On traditional boats, the back deck is often quite a small space to stand and steer . The same applies to a “semi-trad” stern, of which Old Nick is an example.
We chose a semi-trad stern for Old Nick because we like the more sociable space it affords, when family and friends join us on board. We can also eat out there in summer, which is something we are really looking forward to.
The semi-trad stern is also handy for keeping the boys inboard – useful for rivers and locks, where you would really rather they did not fall in. The picture below shows them right where they shouldn’t be. Too near the prop!
There is a very useful description of the three types of narrowboat stern here.
With both trad and semi-trad, the arc of the tiller, which is to say the path of the tiller from full port to full starboard, encompasses pretty much the full standing space on the stern deck – see the graphic below.
It’s rare that you need to use the full arc but in an emergency you very well might. It is very rare, but it has been known that a crew member (someone not actually steering the boat) has been knocked off the stern deck by the tiller. It can also make manoeuvring a little tricky some times – especially for the larger -framed person (like me).
A while back we hired a boat with a semi-trad stern which had a “safety tiller”. It was hinged half way along its length, so that you could fold it up, thus increasing space to move around at the stern.
We had completely forgotten it’s very existence until our next door neighbour, Roy Smith, who has another Ortomarine boat (there are quite a few of us at Droitwich Spa Marina) called “Here We Go Again, showed us his. it’s a great piece of kit and we decided that we definitely wanted one for Old Nick.
There are a couple of ways to do it. You can either buy a complete new tiller with the hinge already fitted or fit a hinge to your existing tiller, although neither are actually that easy to come by.
You can buy a full brass hinged “safety tiller” from P.R.O Cast in Retford, Notts, for between £140 to £160, depending upon the length required. Click here to go to their website. They also do a chrome one, which is about £20 dearer and which can be seen here.
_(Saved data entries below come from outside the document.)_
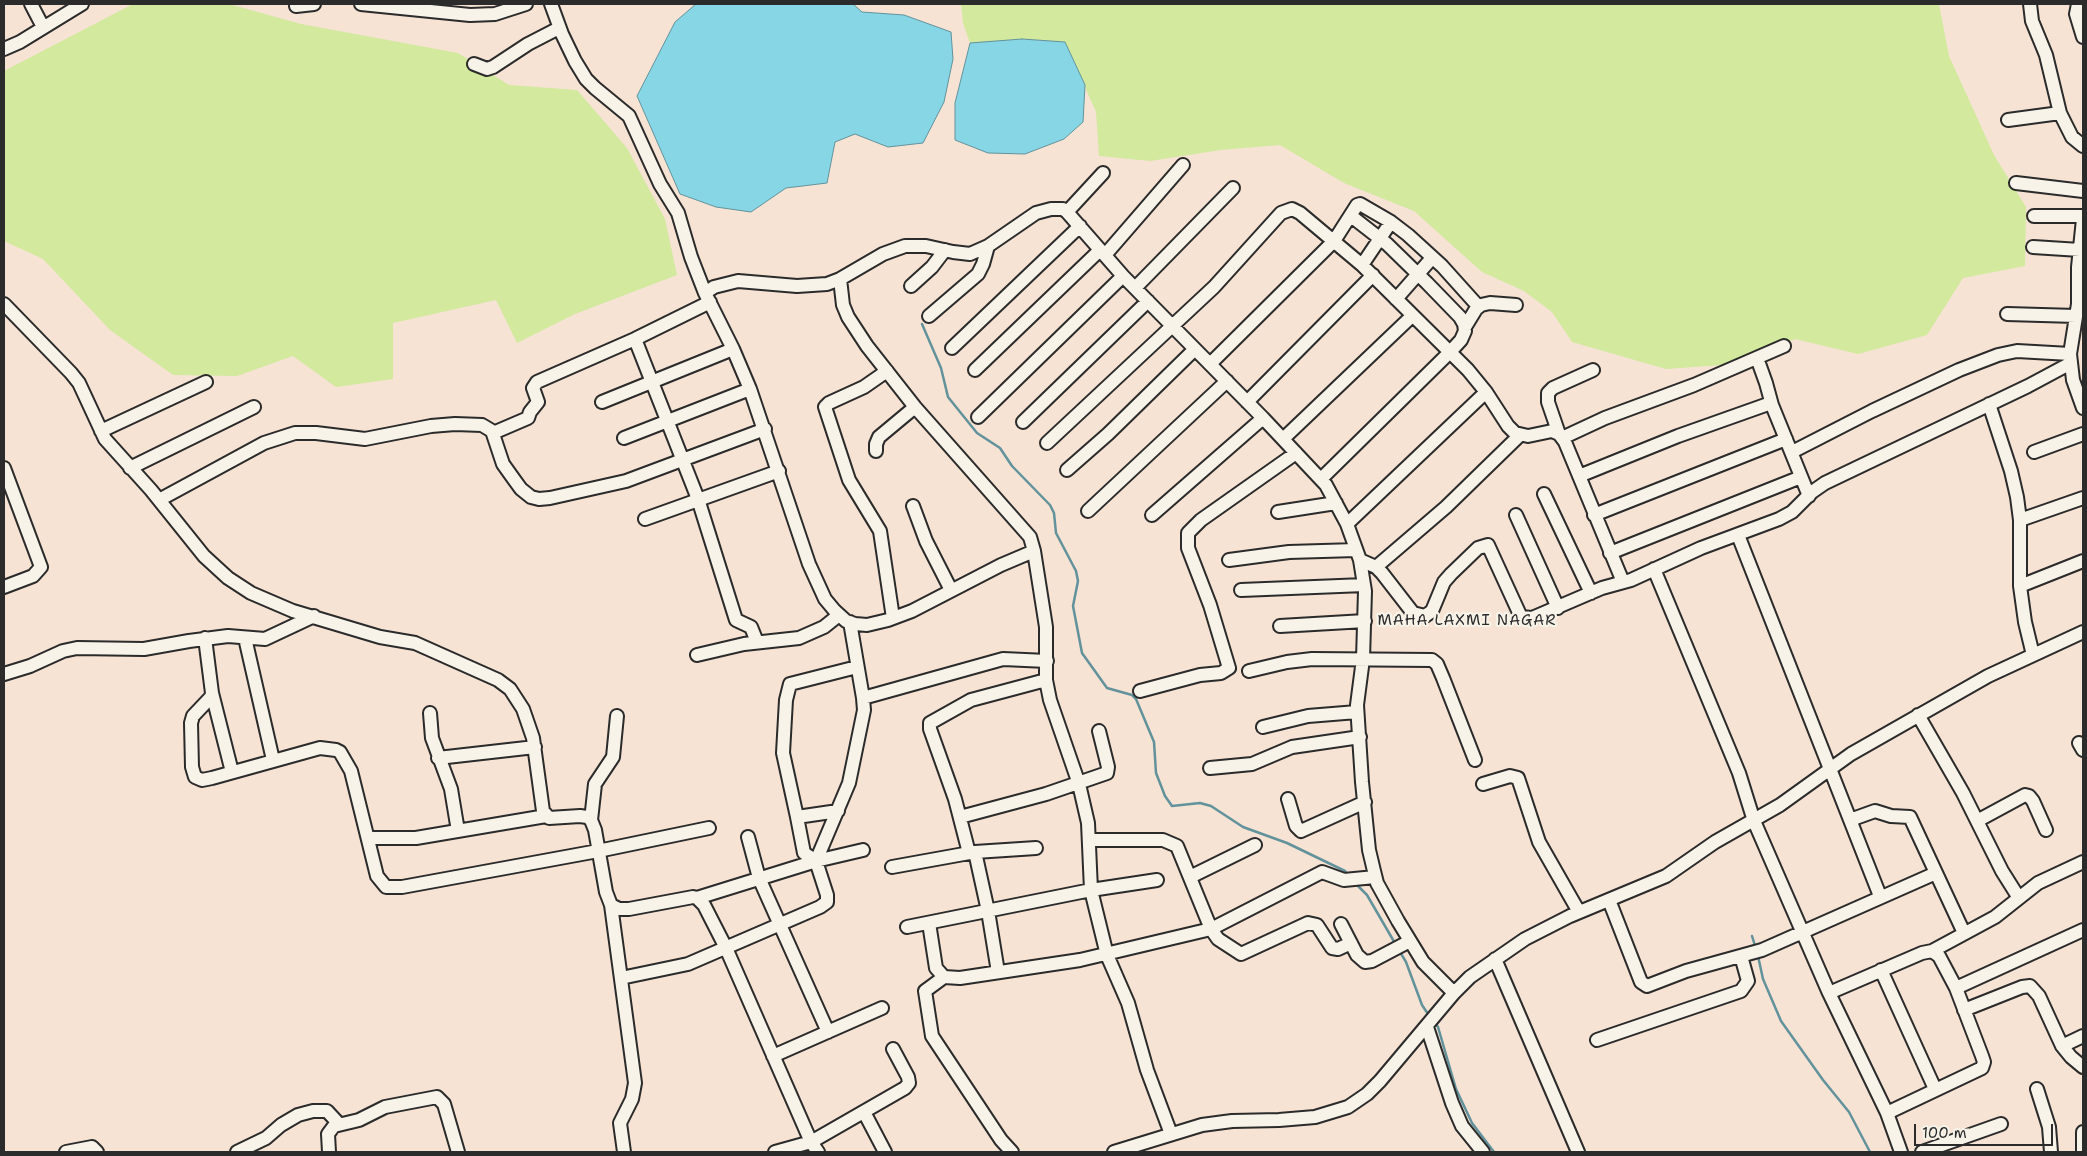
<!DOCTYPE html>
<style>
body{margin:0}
#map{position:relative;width:2087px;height:1156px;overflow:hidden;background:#f6e3d4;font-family:"Shantell Sans",sans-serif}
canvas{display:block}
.frame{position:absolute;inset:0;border:5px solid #2b2b2b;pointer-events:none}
.scale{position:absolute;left:1914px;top:1124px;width:139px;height:22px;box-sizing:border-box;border:2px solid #2b2b2b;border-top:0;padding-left:6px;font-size:15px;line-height:18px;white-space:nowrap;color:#2b2b2b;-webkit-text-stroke:4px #f7f3e8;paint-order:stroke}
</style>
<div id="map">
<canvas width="2087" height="1156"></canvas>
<div class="frame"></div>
<div class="scale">100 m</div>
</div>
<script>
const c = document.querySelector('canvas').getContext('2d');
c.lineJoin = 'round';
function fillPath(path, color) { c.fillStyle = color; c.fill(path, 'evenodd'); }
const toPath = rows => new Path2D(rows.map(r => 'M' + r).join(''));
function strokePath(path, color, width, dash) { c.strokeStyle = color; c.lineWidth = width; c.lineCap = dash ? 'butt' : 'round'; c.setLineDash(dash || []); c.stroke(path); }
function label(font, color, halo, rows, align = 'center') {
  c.font = font + ' "Shantell Sans",sans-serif'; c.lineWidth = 4.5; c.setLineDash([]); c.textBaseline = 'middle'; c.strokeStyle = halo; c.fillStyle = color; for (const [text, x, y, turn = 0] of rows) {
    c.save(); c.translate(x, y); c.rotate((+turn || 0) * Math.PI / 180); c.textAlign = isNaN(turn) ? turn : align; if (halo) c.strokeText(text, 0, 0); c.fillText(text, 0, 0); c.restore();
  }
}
const green = toPath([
 [133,4,229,4,301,24,458,53,509,85,577,90,627,148,665,219,677,275,575,314,517,343,496,300,393,323,393,379,336,387,293,356,237,376,173,375,110,330,43,259,4,241,4,71],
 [961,4,1939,4,1949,56,1994,155,2026,207,2025,266,1963,278,1927,335,1858,354,1795,339,1723,365,1666,369,1572,342,1552,312,1524,291,1482,272,1414,211,1344,183,1280,145,1221,150,1150,161,1099,156,1096,112,1065,42,1022,39,970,43,963,23]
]);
const water = toPath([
 [696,4,853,4,862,12,904,15,951,32,953,59,944,102,923,143,888,147,855,134,835,142,827,183,786,188,751,212,716,207,680,194,637,96,675,22,696,4],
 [1022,39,1065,42,1085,85,1083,122,1064,139,1025,154,988,153,955,140,955,103,970,43,1022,39]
]);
const stream = toPath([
 [922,324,941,368,948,397,977,433,1000,448,1012,466,1050,505,1054,513,1056,533,1076,571,1078,581,1073,606,1082,653,1107,688,1132,695,1136,699,1154,742,1156,773,1165,796,1172,806,1200,803,1211,806,1243,827,1287,843,1345,871,1348,875],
 [1355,883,1367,895,1396,945],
 [1752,936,1756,949],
 [1400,952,1406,962,1422,1005,1430,1017],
 [1758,956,1763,979,1781,1021,1823,1080,1849,1112,1870,1152],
 [1435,1023,1438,1027,1456,1089,1472,1123,1494,1152]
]);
const minor = toPath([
 [31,4,43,27],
 [361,4,470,15,495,14,526,4],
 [551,4,562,34,575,61,586,79,595,88,629,116,660,184,678,213,691,257,705,293,733,349,750,389,809,564,825,599,835,611,846,621,855,624,867,625,888,620,912,611,1001,565,1034,551],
 [2030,4,2032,21,2046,55,2060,113,2072,137,2083,146],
 [2078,4,2076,14,2083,37],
 [296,6,314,4],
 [4,49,20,42,82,4],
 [474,64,487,69,493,67,528,44,559,28],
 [2008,120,2060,113],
 [2016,183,2083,191],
 [1067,212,1103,173],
 [2034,216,2083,216],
 [2083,219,2078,267,2078,304,2070,354,2073,380,2083,408],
 [2033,247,2080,250],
 [1105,255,1183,165],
 [1362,265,1391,222],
 [840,279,843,305,848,317,867,346,915,407,1030,537,1034,551,1046,627,1046,680,1050,700,1079,784,1088,823,1091,890,907,927],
 [911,286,932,267,945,250],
 [1135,288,1233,188],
 [705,293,714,287,738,281,797,286,827,284,840,279,883,254,905,246,926,246,953,252,970,254,988,246,1036,213,1051,209,1063,209,1067,212,1123,276,1263,418,1326,485,1347,524,1360,560,1365,591,1363,659,1357,705,1362,782,1369,850,1374,871,1377,883,1398,921,1423,962,1454,993],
 [1396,299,1432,258],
 [4,304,71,373,79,383,105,439,151,490,204,556,228,578,251,593,293,611,380,637,415,643,498,680,510,689,523,709,533,738,543,811,549,818,580,816,587,817,591,820,595,830,606,892,611,905,619,909,629,909,693,897,697,898,704,905,726,948,811,1142,818,1152],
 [2007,314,2076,316],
 [929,316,978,274,983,264,988,246],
 [1465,327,1476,309,1481,305,1490,303,1516,305],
 [635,339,698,499,736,620,751,627,757,642],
 [952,348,1080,226],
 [1757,358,1766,383,1772,405,1809,496],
 [1210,364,1334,241,1357,205,1360,204,1391,222,1408,235,1442,266,1478,306],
 [975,370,1100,250],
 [887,371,864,387,829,403,825,407,849,480,880,531,893,618],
 [602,402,733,349],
 [1247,402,1373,275],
 [1989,404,2011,471,2017,497,2020,520,2020,586,2025,622,2033,655],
 [978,417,1123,276],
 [1023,422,1148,301],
 [101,431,206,382],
 [493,433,528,418,530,412,538,402,533,388,537,382,635,339,710,302],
 [1559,434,1548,402,1548,393,1553,388,1593,370],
 [624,438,750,389],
 [1562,438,1605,418,1694,385,1784,346],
 [1283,439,1412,316],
 [1047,443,1214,287,1281,213,1292,209,1300,213,1362,265,1468,370,1486,392,1508,426,1515,433,1528,436,1552,431,1559,434,1565,442,1623,582],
 [876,451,876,444,879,437,915,407],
 [1792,452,1872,411,1959,370,1998,355,2017,351,2070,354],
 [2034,452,2083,434],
 [4,468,41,567,33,576,4,587],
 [130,468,254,407],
 [1067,470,1108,434,1195,349],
 [1579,476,1678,436,1771,403],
 [1321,479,1450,352,1461,340,1465,331,1464,324,1460,317,1427,283,1387,244,1351,216],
 [1544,494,1591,593],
 [159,500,264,443,295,433,316,433,365,439,431,426,455,424,482,425,492,431,503,464,513,478,521,489,531,497,539,499,550,498,626,481,765,429],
 [913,506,926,541,951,590],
 [1088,511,1227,381],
 [1278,512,1336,503],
 [1152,515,1263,418],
 [1516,515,1558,608],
 [1594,515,1786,439],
 [645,519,779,471],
 [2020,520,2083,498],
 [1347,524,1486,392],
 [1738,535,1880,896],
 [1610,553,1801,477],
 [1229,560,1289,552,1356,550],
 [1360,560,1376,567,1382,573,1413,613,1425,616,1432,611,1444,582,1451,574,1478,548,1488,545,1521,617,1532,618,1602,588,1631,580,1701,548,1779,519,1792,512,1812,492,1825,483,2028,386,2071,363],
 [1376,567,1446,507,1520,435],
 [1654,569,1739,773,1754,821,1829,993,1887,1113,1901,1152],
 [2020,586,2083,561],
 [1241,590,1364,585],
 [1280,626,1365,621],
 [205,638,212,693,211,697,193,716,191,723,192,767,195,777,202,780,212,778,320,748,336,750,340,752,351,771,377,876,386,887,402,887,598,851,709,828],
 [245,638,273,760],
 [697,655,744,644,799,638,824,627,839,615],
 [1249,671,1287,662,1312,659,1432,660,1437,664,1443,678,1475,760],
 [4,674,30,666,63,651,77,648,144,649,189,641,228,636,265,639,314,616],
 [1140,691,1200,675,1221,673,1229,668,1210,605,1188,548,1188,533,1201,520,1296,453],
 [212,693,232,772],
 [863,698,1003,659,1047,661],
 [430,713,432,738,451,789,458,831],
 [1918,715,1963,793,2002,871,2019,898],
 [1263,727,1308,716,1357,712],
 [2079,743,2083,750],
 [438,758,535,747],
 [1210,768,1252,764,1292,747,1360,737],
 [1483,784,1510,776,1518,778,1539,842,1579,912],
 [1288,799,1296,826,1301,831,1365,802],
 [797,817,783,753,786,700,790,684,857,667],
 [960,817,1046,794,1107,773,1108,767,1099,731],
 [591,820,595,784,613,757,617,716],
 [1850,820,1875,811,1891,816,1910,817,1964,933],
 [1977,821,2025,795,2029,796,2033,801,2046,830],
 [748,837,759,878,828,1032],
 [368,838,416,838,546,816],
 [1089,840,1163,840,1177,846,1211,929,1218,939,1241,954,1308,923,1317,925,1332,948,1338,949,1351,943],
 [975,852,988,911,998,972],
 [969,853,955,799,930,729,930,723,971,700,1046,680],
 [816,861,804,853,797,817,838,811],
 [892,867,975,852,1036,848],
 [1190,877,1255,845],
 [1157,880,1091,890,1107,955,1128,1003,1147,1070,1171,1134],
 [697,898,816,861,863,850],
 [1609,900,1641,982,1647,986,1686,971,1762,950,1936,873],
 [611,905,635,1083,632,1099,620,1123,624,1152],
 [929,923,936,968,944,977,960,978,1080,960,1211,929,1322,872,1344,880,1375,877],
 [1341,924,1357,955,1365,962,1372,961,1410,941],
 [1932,951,1995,917,2038,883,2083,862],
 [1495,959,1578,1152],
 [1881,970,1935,1089],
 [944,977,925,991,932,1036,1001,1140,1012,1152],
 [621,978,688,964,820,907,827,902,827,895,816,861,849,783,864,710,863,698,850,622],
 [1956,988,2083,930],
 [1829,993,1922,953,1932,951,1939,956,1956,988,1982,1056,1984,1062,1982,1068,1887,1113],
 [1964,1010,2022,987,2030,986,2039,996,2062,1046,2071,1057,2083,1067],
 [1427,1027,1452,1103,1462,1126,1483,1152],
 [1597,1040,1741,991,1748,981,1741,956],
 [2062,1046,2083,1036],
 [773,1056,882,1008],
 [2037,1089,2049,1127,2051,1152],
 [864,1112,885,1152],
 [66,1152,92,1147,97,1152],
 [237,1152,266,1138,281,1125,298,1115,313,1111,327,1111,339,1124],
 [329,1152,328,1134,334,1126,359,1120,385,1107,437,1097,444,1104,458,1152],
 [775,1152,811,1142,905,1088,909,1083,908,1077,893,1049],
 [1114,1152,1202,1125,1232,1121,1279,1120,1315,1117,1348,1107,1367,1094,1380,1081,1454,993,1470,977,1525,939,1570,916,1666,876,1715,842,1780,805,1851,754,1988,676,2083,632],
 [1922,1152,2001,1124],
 [2083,1152,2083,1132]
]);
const neighbourhoodNames = [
 ["MAHA LAXMI NAGAR",1467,621]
];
fillPath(green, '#d2e99e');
fillPath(water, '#87d6e5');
strokePath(water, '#62929b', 1);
strokePath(stream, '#62929b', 2.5);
strokePath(minor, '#2b2b2b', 16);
strokePath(minor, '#f7f3e8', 12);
c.letterSpacing = '1px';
label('15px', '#2b2b2b', '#f7f3e8', neighbourhoodNames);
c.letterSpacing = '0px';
</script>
We decide to re-use the tiller we already had by cutting it and inserting a hinge, which we sourced from Midland Chandlers for the princely sum of £72.40. At the time of writing they are out of stock on line, but the Preston Brook and Braunston stores both have one.
Paul made the cut with help from Ortomarine, and inserted the hinge and bingo! We have a safety tiller! We are very pleased with the outcome and use it a lot already. Something to consider?
6 Replies to “Safety Tiller Project”
I understand the concept but how exactly do you use it day to day. And, how often?
Definitely in daily use. I use it when getting crew off the stern, getting the dogs off in a bridge hole, when moored temporarily to increase space, to change the side from which I’m steering. It’s like anything – if you haven’t got something you don’t miss it, if you have, you use it.
I got it – thanks! Not so much use it when steering but more for getting around on the stern.
Or you could just do the semi-trad equivalent of ‘standing in the hatches’. In other words, stand inside the back doors so the tiller swings behind you.
There are always plenty of ways to “skin a cat” and if that works for you, then great.